She claims the photos ended up being posted on social media
NEW YORK (WABC) -- The widow of a man shot and killed while in the transit system is filing a $28.5 million lawsuit against the MTA on Tuesday.
Jakeba Dockery says an MTA worker took pictures of her husband, 45-year-old Richard Henderson, as he laid dying at a Brooklyn subway station in January.
She claims the photos were then shared in a series of text messages and ended up posted on social media.
"My heart just dropped. It just shot into pieces," she said. "It's like, I just dropped. My, my, my body just went numb."
The image is seared into Dockery's memory forever.
"So, what I saw was, he was laying on his back, you know, in a pool of his own blood," Dockery said. "His head is in front of two seats, his feet towards the door, blood everywhere, like, a lot of blood everywhere."
Henderson, 45, was killed after he intervened in a dispute between two other passengers over loud music. He was shot in the back and shoulder while riding the Manhattan-bound No. 3 train approaching the Franklin Ave-Medgar Evers College station.

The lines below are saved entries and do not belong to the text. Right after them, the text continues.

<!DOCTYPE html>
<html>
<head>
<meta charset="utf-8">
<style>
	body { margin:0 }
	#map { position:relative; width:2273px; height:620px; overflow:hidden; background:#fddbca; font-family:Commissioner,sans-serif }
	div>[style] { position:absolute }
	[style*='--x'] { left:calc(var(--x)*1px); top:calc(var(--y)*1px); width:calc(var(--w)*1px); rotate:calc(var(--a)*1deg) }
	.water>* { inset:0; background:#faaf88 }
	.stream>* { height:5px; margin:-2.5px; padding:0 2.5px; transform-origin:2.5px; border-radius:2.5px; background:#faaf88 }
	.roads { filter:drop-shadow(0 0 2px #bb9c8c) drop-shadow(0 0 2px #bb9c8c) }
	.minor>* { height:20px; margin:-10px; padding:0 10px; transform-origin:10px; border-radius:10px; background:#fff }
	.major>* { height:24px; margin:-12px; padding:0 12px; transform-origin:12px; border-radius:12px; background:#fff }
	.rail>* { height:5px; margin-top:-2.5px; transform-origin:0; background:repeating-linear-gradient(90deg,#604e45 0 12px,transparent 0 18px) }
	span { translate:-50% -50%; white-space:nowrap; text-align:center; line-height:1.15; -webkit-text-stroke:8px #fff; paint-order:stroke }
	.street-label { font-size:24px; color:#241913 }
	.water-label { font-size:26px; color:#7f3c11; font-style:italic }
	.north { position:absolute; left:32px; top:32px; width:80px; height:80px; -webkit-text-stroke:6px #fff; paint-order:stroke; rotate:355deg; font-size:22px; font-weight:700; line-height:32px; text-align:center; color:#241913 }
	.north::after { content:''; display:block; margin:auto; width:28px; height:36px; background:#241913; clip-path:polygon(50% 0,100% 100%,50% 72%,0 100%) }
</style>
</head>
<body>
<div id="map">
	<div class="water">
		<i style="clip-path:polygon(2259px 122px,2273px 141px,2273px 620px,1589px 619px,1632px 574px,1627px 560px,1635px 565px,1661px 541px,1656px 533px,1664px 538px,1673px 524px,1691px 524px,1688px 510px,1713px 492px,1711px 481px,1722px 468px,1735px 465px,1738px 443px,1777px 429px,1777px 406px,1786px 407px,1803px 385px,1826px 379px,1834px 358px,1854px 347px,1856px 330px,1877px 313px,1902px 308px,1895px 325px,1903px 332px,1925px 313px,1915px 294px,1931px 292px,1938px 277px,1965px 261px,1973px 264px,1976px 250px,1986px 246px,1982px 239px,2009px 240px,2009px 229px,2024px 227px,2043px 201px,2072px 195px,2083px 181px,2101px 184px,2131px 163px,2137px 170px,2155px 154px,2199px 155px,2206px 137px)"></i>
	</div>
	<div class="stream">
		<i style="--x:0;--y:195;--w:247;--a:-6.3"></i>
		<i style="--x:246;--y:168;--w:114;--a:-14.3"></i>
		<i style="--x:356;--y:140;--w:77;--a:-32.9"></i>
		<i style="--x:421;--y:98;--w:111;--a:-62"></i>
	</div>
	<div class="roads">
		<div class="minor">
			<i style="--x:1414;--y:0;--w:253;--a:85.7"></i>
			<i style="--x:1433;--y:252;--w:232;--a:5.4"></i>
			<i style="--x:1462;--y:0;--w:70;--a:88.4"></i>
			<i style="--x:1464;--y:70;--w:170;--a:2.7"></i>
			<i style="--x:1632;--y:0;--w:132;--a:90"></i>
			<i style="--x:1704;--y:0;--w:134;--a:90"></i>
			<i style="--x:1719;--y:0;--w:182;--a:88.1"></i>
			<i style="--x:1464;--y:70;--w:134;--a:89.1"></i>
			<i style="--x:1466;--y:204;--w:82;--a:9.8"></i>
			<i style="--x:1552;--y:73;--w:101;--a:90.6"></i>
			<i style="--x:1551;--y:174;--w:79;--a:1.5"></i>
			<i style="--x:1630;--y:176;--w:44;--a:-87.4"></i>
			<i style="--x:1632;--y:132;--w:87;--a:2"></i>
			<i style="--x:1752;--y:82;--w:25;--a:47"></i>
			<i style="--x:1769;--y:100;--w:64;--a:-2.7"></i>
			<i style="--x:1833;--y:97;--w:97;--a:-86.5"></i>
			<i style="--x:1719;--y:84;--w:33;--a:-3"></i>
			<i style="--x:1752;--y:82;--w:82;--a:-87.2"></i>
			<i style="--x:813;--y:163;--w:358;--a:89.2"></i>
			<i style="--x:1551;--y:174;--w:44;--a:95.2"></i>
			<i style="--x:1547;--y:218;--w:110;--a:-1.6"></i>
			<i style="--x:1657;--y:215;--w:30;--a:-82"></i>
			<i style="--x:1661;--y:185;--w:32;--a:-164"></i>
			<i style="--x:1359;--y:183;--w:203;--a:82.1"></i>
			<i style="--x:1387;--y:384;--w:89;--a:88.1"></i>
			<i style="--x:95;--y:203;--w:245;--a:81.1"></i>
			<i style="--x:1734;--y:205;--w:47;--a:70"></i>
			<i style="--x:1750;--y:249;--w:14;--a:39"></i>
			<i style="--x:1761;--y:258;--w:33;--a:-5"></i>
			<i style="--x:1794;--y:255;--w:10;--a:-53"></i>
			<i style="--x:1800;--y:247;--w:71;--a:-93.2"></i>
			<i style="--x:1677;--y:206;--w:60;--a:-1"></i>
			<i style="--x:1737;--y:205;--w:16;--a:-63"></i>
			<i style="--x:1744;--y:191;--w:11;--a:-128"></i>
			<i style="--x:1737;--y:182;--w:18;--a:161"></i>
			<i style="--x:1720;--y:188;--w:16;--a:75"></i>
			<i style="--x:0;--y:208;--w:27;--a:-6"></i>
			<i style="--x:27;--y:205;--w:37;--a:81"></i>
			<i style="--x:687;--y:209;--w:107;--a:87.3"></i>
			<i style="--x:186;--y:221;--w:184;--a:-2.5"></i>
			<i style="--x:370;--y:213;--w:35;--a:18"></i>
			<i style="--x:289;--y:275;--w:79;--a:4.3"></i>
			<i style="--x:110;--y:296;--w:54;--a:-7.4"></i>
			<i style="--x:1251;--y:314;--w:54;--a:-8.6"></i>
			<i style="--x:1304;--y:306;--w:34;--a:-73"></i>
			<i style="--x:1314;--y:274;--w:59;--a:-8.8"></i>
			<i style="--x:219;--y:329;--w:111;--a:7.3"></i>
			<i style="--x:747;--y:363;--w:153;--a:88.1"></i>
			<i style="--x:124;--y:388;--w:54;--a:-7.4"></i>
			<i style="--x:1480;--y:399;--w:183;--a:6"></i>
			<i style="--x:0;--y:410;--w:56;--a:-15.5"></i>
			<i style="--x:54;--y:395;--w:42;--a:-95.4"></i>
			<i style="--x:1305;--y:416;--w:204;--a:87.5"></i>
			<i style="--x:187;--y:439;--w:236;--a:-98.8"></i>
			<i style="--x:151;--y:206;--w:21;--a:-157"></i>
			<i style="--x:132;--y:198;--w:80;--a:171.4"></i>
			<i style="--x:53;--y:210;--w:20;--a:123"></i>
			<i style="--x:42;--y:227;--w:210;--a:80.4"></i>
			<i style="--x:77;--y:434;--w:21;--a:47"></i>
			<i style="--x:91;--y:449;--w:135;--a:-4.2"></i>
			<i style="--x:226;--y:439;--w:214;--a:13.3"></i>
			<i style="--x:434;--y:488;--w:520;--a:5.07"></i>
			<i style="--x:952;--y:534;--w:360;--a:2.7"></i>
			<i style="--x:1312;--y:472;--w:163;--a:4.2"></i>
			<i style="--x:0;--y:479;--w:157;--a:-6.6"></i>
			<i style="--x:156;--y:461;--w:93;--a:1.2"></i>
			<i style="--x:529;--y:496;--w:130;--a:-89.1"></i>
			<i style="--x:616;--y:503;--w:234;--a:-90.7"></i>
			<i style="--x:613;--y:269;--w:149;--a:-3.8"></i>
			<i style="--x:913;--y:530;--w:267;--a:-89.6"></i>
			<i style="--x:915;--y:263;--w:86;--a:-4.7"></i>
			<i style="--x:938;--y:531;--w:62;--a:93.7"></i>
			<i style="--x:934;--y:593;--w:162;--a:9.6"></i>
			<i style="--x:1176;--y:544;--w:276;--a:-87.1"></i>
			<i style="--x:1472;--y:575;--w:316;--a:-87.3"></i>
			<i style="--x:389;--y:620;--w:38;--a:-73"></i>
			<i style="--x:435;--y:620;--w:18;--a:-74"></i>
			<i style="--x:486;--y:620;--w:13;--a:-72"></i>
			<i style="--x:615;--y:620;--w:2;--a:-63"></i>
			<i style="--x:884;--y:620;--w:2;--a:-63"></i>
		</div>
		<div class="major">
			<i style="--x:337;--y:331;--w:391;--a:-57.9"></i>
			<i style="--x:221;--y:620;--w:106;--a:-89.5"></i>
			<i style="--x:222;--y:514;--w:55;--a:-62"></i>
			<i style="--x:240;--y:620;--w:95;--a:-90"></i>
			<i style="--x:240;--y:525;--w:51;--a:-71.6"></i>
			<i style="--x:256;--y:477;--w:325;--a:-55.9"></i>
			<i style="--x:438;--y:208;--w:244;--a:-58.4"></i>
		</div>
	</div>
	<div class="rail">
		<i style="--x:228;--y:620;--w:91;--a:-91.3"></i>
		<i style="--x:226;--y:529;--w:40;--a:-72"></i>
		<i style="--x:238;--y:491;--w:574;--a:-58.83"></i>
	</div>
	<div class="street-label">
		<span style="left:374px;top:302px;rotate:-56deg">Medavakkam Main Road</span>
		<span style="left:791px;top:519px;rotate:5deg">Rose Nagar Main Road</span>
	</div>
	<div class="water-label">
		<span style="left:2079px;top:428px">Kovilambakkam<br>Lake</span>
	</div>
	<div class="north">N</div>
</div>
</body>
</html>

Investigators said he may have lay dying for up to six subway stops before the train rolled into the Franklin Avenue station, where the doors opened up and police found him mortally wounded.
The father of three and grandfather of two worked as a crossing guard at the Avenues The World School, a private school in Chelsea.
Dockery says the amateur photo was nothing more than a macabre souvenir with no investigative purpose, taken out of grisly curiosity.
"You can't have a heart and soul to take pictures of somebody defenseless and just dying like this," she said.
Dockery is suing for the same amount of money that Kobe Bryant's widow, Vanessa Bryant, was awarded for leaked photos of his death scene from a helicopter crash in 2020.
"An employee, according to the information we have, released this photo that was taken by an employee at the scene of this man, at death's door," said Sanford Rubenstein, the family's attorney.
"The whole world saw it," Dockery said. "Yeah, I was getting all kinds of phone calls. Too many saw it from all over the place. It was-it just hurts."
The NYPD says they recovered images of a possible suspect in the shooting through an extensive video canvas and is now attempting to identify him through various means.
The person who was playing the music, which initially sparked the dispute, has not come forward to detectives as a witness. That person is believed to have been with children at the time.